(Collected data entries)
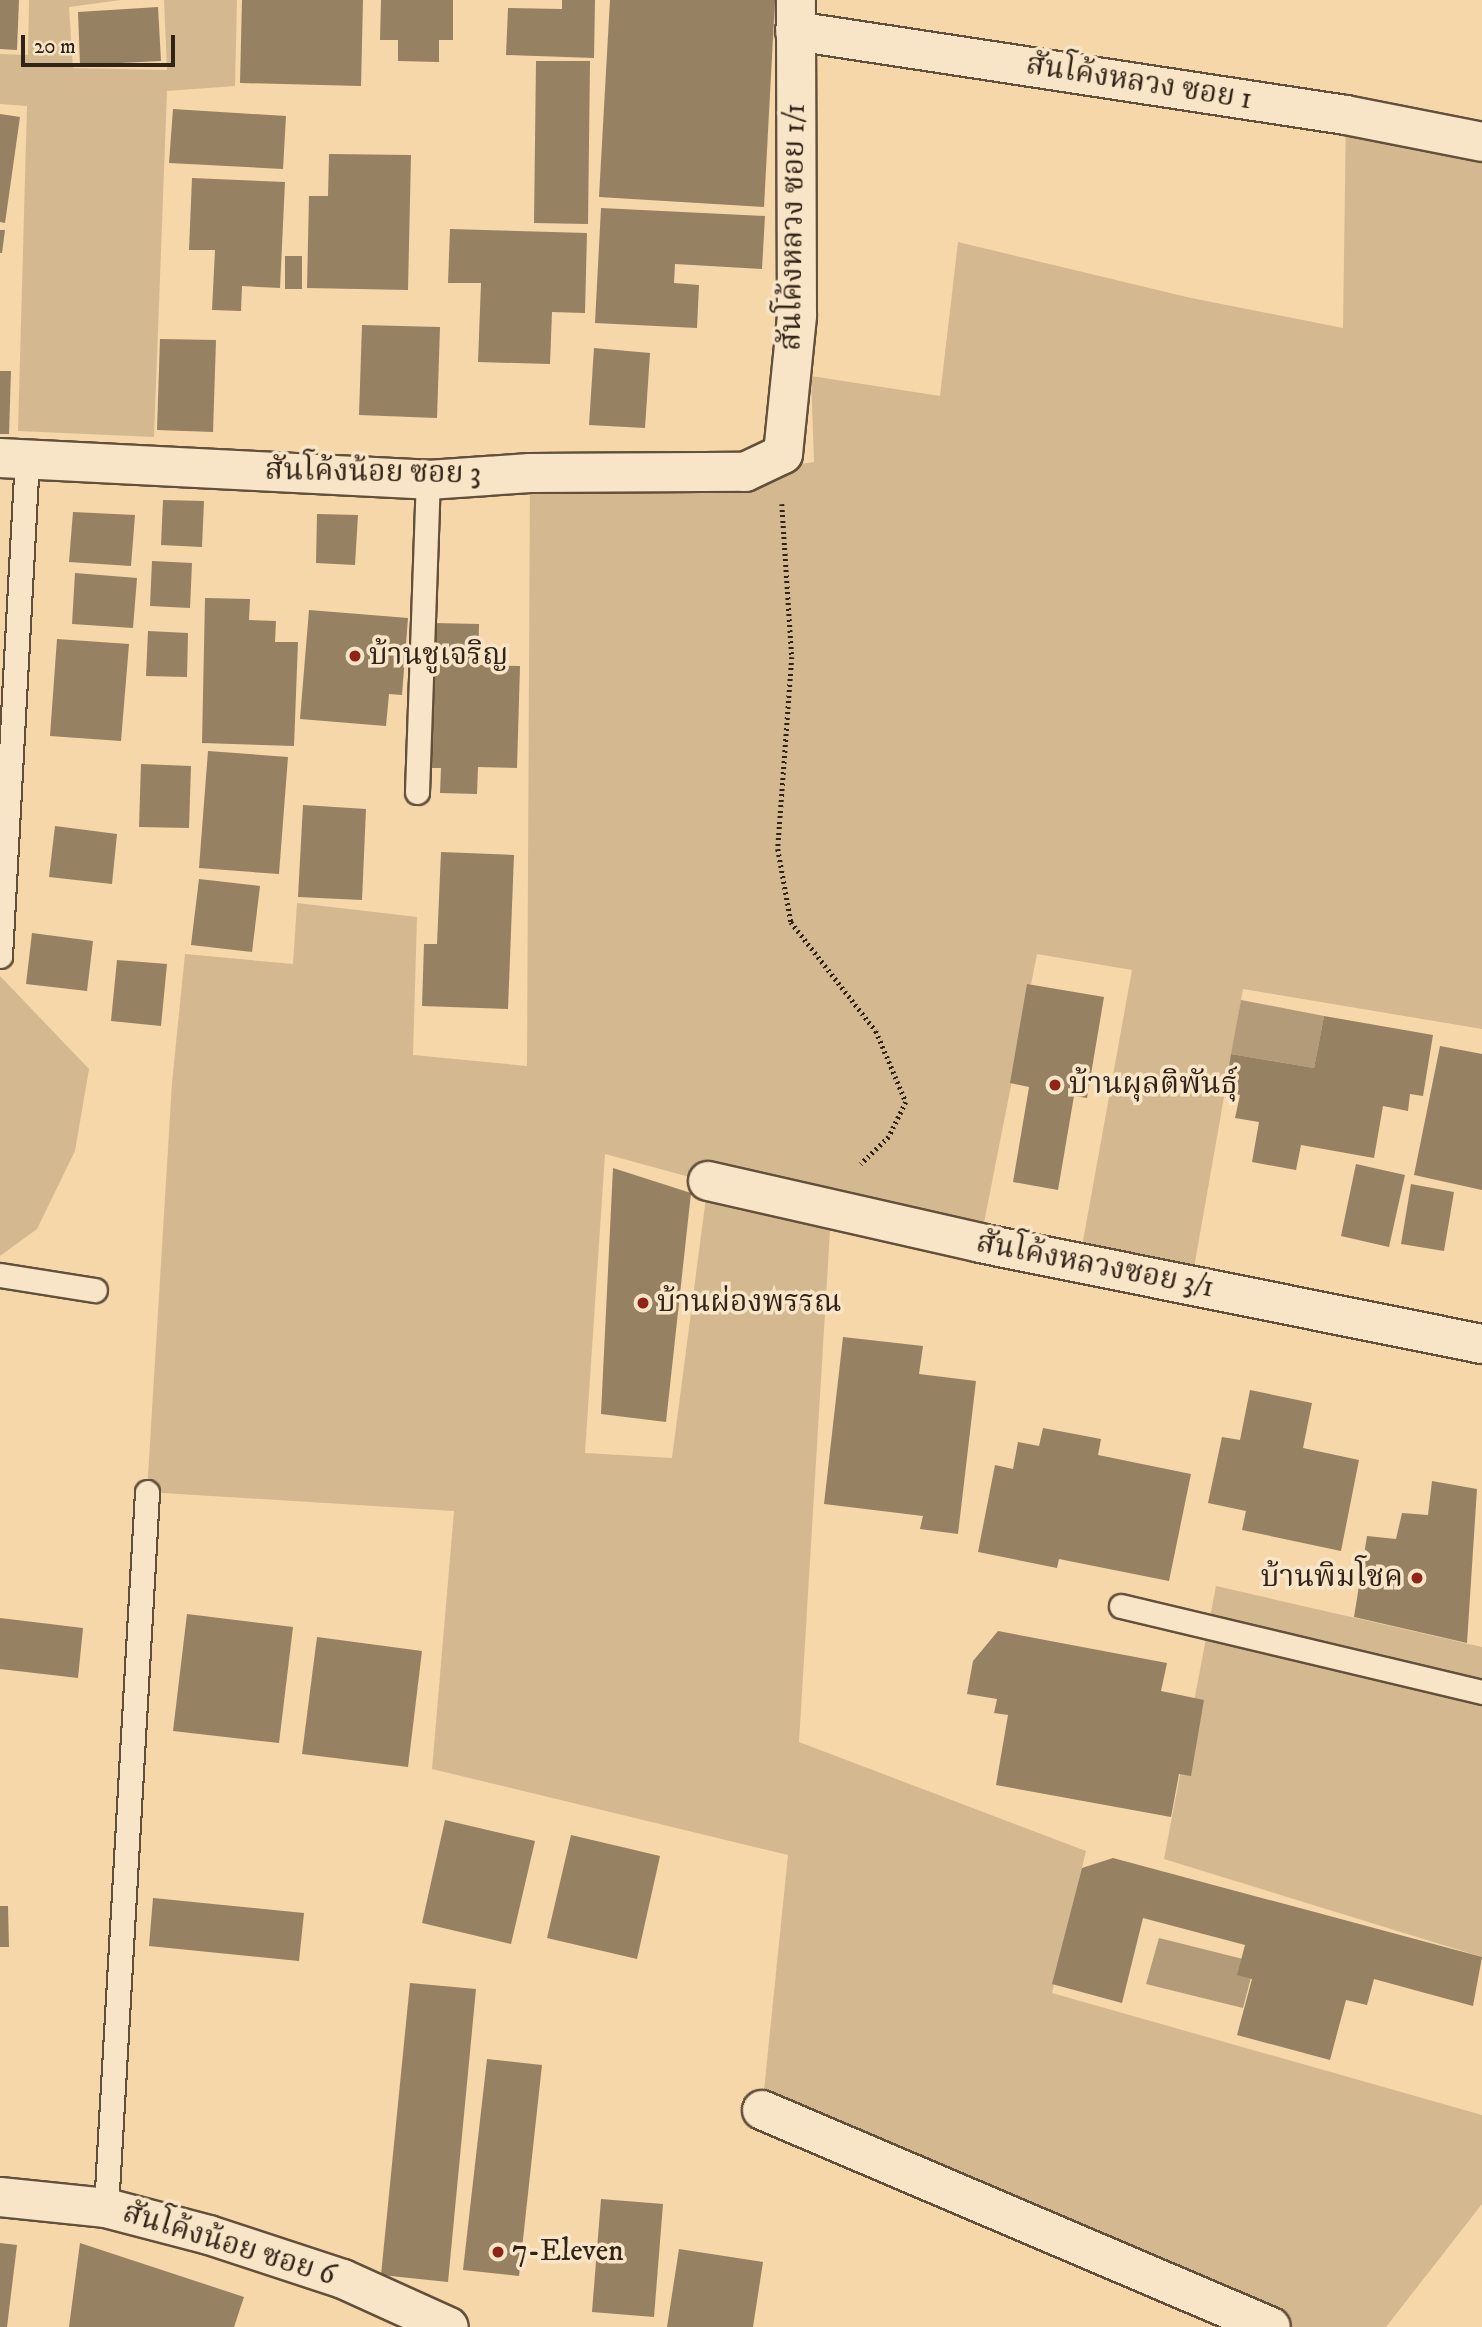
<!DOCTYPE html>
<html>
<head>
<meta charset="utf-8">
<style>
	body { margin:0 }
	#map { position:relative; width:1482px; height:2327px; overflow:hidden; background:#f5d7a9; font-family:"IM FELL DW Pica","Noto Serif Thai",serif }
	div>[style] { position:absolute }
	.green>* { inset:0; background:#d4b890 }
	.water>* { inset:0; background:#b39a78 }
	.building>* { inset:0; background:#978163 }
	.path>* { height:4.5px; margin-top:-2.25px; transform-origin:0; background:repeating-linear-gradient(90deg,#322318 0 2px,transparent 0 5.5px) }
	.roads { filter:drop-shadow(2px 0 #63503c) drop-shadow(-2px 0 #63503c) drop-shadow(0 2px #63503c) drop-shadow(0 -2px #63503c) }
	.service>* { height:23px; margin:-11.5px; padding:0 11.5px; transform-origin:11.5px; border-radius:11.5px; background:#f8e5c7 }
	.minor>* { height:38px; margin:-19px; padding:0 19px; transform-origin:19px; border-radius:19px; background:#f8e5c7 }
	.dots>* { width:19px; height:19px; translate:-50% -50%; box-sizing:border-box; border:4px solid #f8e5c7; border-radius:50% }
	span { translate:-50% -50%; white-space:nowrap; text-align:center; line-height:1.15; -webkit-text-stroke:7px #f8e5c7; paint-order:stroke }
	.street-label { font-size:30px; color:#322318 }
	.poi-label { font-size:30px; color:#322318 }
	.left { translate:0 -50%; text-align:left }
	.right { translate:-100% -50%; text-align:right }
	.scale { position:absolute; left:21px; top:35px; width:154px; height:32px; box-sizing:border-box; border:4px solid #322318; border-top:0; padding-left:9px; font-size:21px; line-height:24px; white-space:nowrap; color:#322318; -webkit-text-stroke:5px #f8e5c7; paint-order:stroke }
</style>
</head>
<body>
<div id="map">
	<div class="green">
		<div style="clip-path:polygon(29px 0,121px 0,69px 7px,73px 68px,167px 70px,164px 0,237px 0,235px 86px,167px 91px,154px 437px,18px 431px,27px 106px,0 104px,0 54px,28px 55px)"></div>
		<div style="clip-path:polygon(evenodd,1346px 115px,1482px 142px,1482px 1029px,1243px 989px,1191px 1285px,1079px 1263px,1132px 970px,1037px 954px,980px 1243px,831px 1214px,799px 1742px,1086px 1851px,1052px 1993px,1482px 2115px,1482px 2204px,1386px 2327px,1271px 2327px,762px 2110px,788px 1855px,432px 1769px,454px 1511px,147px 1492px,172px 1083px,185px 954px,293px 964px,297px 903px,417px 917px,413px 1055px,527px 1066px,530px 473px,733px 474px,814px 462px,811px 376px,940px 396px,958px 242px,1191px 298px,1343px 328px,1346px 115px,605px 1154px,708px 1182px,672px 1458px,585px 1453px,605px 1154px)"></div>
		<div style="clip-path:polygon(0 976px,89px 1069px,75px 1151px,37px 1229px,0 1256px)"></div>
		<div style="clip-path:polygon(1216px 1586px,1482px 1647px,1482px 1957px,1164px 1859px)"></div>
	</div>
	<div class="water">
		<div style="clip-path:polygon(1241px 1000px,1324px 1016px,1314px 1068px,1231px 1054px)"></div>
		<div style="clip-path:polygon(1159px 1938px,1255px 1962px,1243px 2008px,1146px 1984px)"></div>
	</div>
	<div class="building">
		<div style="clip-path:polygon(0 0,19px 0,17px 50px,0 49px)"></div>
		<div style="clip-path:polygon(242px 0,363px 0,361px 86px,240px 83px)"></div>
		<div style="clip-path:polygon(381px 0,453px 0,453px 40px,439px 40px,439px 62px,398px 61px,398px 40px,380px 40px)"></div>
		<div style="clip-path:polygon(562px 0,595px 0,594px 58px,506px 55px,508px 8px,562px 9px)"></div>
		<div style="clip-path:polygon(610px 0,775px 0,764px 207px,599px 197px)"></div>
		<div style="clip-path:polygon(158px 7px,161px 61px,80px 65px,78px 12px)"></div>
		<div style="clip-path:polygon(536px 61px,590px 61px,588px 224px,534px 223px)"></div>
		<div style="clip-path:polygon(173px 109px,286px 116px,283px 169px,169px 163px)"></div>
		<div style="clip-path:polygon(0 114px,20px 117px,5px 223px,0 222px)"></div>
		<div style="clip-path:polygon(329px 154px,411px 155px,408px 290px,307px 288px,309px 196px,328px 196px)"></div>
		<div style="clip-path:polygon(192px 178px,285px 182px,280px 288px,242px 286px,241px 311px,212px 310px,215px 250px,189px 250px)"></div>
		<div style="clip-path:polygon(601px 208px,765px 216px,762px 269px,675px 264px,674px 283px,699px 285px,697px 328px,595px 323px)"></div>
		<div style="clip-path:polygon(450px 229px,587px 233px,585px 313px,552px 312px,550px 364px,478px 362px,481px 283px,448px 283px)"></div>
		<div style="clip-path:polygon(0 230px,5px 230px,2px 253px,0 253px)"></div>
		<div style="clip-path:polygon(285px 256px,302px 256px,302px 289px,285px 289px)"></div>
		<div style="clip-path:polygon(362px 325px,440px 327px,437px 418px,359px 415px)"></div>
		<div style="clip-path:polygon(160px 339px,216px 340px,213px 432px,157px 430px)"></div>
		<div style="clip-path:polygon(594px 348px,650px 353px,645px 428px,589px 425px)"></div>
		<div style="clip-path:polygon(0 371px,11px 371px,9px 434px,0 434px)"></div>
		<div style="clip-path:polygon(163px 500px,204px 501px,202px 547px,161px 545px)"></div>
		<div style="clip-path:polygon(73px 512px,135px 515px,131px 566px,69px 562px)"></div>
		<div style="clip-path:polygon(317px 514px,358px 515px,355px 565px,316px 563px)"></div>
		<div style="clip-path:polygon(152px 561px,192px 563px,190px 608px,150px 606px)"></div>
		<div style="clip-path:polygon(75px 573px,137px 578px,133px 628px,72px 624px)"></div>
		<div style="clip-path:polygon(205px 598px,250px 599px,249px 620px,276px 621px,275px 642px,298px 642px,294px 746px,202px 743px)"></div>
		<div style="clip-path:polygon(309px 610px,408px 618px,402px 695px,389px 694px,386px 726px,300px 719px)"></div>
		<div style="clip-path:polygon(434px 623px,479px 624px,478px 665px,520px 666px,517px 768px,478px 767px,477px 794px,440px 793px,441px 768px,431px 768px)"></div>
		<div style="clip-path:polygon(148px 631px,188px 633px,187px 677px,146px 676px)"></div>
		<div style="clip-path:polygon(57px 639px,129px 644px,121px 741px,50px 736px)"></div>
		<div style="clip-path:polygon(208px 751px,288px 757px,279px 874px,199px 868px)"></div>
		<div style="clip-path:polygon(141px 764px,191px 766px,189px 828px,139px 827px)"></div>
		<div style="clip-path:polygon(303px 805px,366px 809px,362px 900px,298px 897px)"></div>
		<div style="clip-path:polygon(55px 826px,117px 834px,112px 884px,49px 877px)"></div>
		<div style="clip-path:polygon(441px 852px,514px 855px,508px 1009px,422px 1006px,424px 944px,437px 944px)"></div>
		<div style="clip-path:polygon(199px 879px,260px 886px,252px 952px,191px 945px)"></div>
		<div style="clip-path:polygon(32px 933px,93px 941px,87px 991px,26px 984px)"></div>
		<div style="clip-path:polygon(117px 960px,167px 964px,161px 1026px,111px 1021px)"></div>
		<div style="clip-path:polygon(1027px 984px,1104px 997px,1087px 1098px,1074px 1096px,1058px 1190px,1013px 1182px,1029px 1087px,1010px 1083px)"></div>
		<div style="clip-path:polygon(1324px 1016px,1433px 1035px,1423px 1096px,1410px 1094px,1408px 1111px,1383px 1106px,1374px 1158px,1301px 1145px,1296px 1170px,1252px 1162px,1259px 1122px,1235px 1118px,1240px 1095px,1225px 1092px,1231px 1054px,1314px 1068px)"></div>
		<div style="clip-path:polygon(1440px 1046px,1482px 1054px,1482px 1190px,1414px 1175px)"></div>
		<div style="clip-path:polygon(1356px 1164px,1405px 1175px,1389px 1247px,1341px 1236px)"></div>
		<div style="clip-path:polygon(613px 1168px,691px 1193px,666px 1422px,601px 1414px)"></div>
		<div style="clip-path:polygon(1411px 1184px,1454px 1192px,1444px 1251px,1401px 1244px)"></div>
		<div style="clip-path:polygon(843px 1337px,923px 1346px,919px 1374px,976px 1381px,958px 1534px,920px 1529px,923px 1516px,824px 1504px)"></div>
		<div style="clip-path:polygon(1250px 1390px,1312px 1403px,1303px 1448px,1359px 1460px,1341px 1551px,1242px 1530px,1246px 1511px,1208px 1503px,1222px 1437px,1240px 1440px)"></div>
		<div style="clip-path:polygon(1043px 1428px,1101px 1439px,1098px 1455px,1191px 1474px,1169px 1581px,1059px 1559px,1057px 1568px,978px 1552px,995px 1465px,1013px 1469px,1018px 1442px,1039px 1446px)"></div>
		<div style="clip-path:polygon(1432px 1481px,1477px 1489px,1467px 1643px,1354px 1617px,1367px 1536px,1396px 1539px,1402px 1513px,1428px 1515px)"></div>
		<div style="clip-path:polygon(187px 1614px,293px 1627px,279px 1743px,173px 1731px)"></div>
		<div style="clip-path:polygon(0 1618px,83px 1628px,78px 1678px,0 1669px)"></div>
		<div style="clip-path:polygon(998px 1631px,1167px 1663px,1161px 1691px,1204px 1700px,1191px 1776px,1179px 1774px,1171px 1817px,996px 1785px,1008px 1715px,994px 1713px,997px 1699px,967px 1694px,973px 1661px)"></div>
		<div style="clip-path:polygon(317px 1637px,422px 1651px,408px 1767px,302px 1754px)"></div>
		<div style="clip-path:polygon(445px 1820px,535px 1841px,511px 1944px,422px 1923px)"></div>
		<div style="clip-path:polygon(571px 1835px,660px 1856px,637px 1959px,547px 1938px)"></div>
		<div style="clip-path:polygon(1113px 1858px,1482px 1957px,1473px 2006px,1374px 1979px,1367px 2005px,1346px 2000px,1330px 2060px,1237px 2035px,1252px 1979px,1237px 1975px,1245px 1945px,1143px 1918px,1122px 2003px,1052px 1984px,1082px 1868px)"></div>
		<div style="clip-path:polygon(153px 1898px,304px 1913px,299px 1961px,149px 1946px)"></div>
		<div style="clip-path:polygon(0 1906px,8px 1906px,9px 1947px,0 1947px)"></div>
		<div style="clip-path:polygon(410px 1983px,476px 1989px,448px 2282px,381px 2275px)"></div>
		<div style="clip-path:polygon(487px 2059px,542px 2065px,519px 2276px,463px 2270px)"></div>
		<div style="clip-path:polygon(601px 2199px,663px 2204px,654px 2317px,592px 2312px)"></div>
		<div style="clip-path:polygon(0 2243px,17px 2245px,7px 2327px,0 2327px)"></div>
		<div style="clip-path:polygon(80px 2243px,244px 2297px,234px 2327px,69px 2327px)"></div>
		<div style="clip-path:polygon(679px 2249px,763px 2262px,753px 2327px,667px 2327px)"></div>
	</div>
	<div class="path">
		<div style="left:782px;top:504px;width:153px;rotate:86.3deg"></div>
		<div style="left:792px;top:657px;width:193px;rotate:94.2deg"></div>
		<div style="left:778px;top:849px;width:74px;rotate:79.9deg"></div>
		<div style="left:791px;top:922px;width:138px;rotate:52.1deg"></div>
		<div style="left:876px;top:1031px;width:77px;rotate:67.1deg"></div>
		<div style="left:906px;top:1102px;width:39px;rotate:116deg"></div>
		<div style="left:889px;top:1137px;width:39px;rotate:136deg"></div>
	</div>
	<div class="roads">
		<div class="service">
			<div style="left:417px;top:792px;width:312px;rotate:-88deg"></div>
			<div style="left:0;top:956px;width:499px;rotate:-86.9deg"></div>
			<div style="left:0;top:1275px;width:96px;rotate:9deg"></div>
			<div style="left:1121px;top:1606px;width:371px;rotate:13.4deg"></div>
			<div style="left:106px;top:2208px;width:717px;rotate:-86.72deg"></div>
		</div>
		<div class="minor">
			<div style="left:795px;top:31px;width:557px;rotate:8.67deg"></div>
			<div style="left:1346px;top:115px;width:139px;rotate:11.2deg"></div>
			<div style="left:0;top:458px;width:429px;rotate:2.9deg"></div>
			<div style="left:428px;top:480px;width:102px;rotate:-3.9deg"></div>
			<div style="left:530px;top:473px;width:215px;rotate:-0.3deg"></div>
			<div style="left:745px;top:472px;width:42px;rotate:-25.3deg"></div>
			<div style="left:783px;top:454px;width:140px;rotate:-84.2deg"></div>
			<div style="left:797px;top:315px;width:315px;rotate:-90.2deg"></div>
			<div style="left:708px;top:1181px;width:279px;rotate:12.8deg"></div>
			<div style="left:980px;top:1243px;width:512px;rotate:11.38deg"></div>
			<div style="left:762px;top:2110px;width:553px;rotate:23.09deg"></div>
			<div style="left:0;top:2197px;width:107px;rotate:5.9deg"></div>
			<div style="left:106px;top:2208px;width:106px;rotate:14.7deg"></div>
			<div style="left:209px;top:2235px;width:141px;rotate:18.2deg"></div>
			<div style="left:343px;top:2279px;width:116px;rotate:24.4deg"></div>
		</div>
	</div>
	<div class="dots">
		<div style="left:355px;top:656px;background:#8f2418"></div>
		<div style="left:1055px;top:1085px;background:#8f2418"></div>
		<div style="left:643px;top:1303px;background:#8f2418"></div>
		<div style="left:1417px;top:1578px;background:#8f2418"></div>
		<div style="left:498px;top:2252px;background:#8f2418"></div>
	</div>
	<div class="street-label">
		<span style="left:1139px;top:83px;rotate:9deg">สันโค้งหลวง ซอย 1</span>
		<span style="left:794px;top:227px;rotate:-89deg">สันโค้งหลวง ซอย 1/1</span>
		<span style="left:373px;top:473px;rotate:1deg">สันโค้งน้อย ซอย 3</span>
		<span style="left:1095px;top:1266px;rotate:11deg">สันโค้งหลวงซอย 3/1</span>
		<span style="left:229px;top:2245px;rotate:17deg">สันโค้งน้อย ซอย 6</span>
	</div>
	<div class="poi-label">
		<span class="left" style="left:369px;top:656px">บ้านชูเจริญ</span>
		<span class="left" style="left:1069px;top:1085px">บ้านผุลติพันธ์ุ</span>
		<span class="left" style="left:657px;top:1303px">บ้านผ่องพรรณ</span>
		<span class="right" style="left:1403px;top:1578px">บ้านพิมโชค</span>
		<span class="left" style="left:512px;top:2252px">7-Eleven</span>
	</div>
	<div class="scale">20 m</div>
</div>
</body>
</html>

(Exercise brief) Within the entries, find all lines that contain "webkit" and copy each one.

(Exercise answer)
	span { translate:-50% -50%; white-space:nowrap; text-align:center; line-height:1.15; -webkit-text-stroke:7px #f8e5c7; paint-order:stroke }
	.scale { position:absolute; left:21px; top:35px; width:154px; height:32px; box-sizing:border-box; border:4px solid #322318; border-top:0; padding-left:9px; font-size:21px; line-height:24px; white-space:nowrap; color:#322318; -webkit-text-stroke:5px #f8e5c7; paint-order:stroke }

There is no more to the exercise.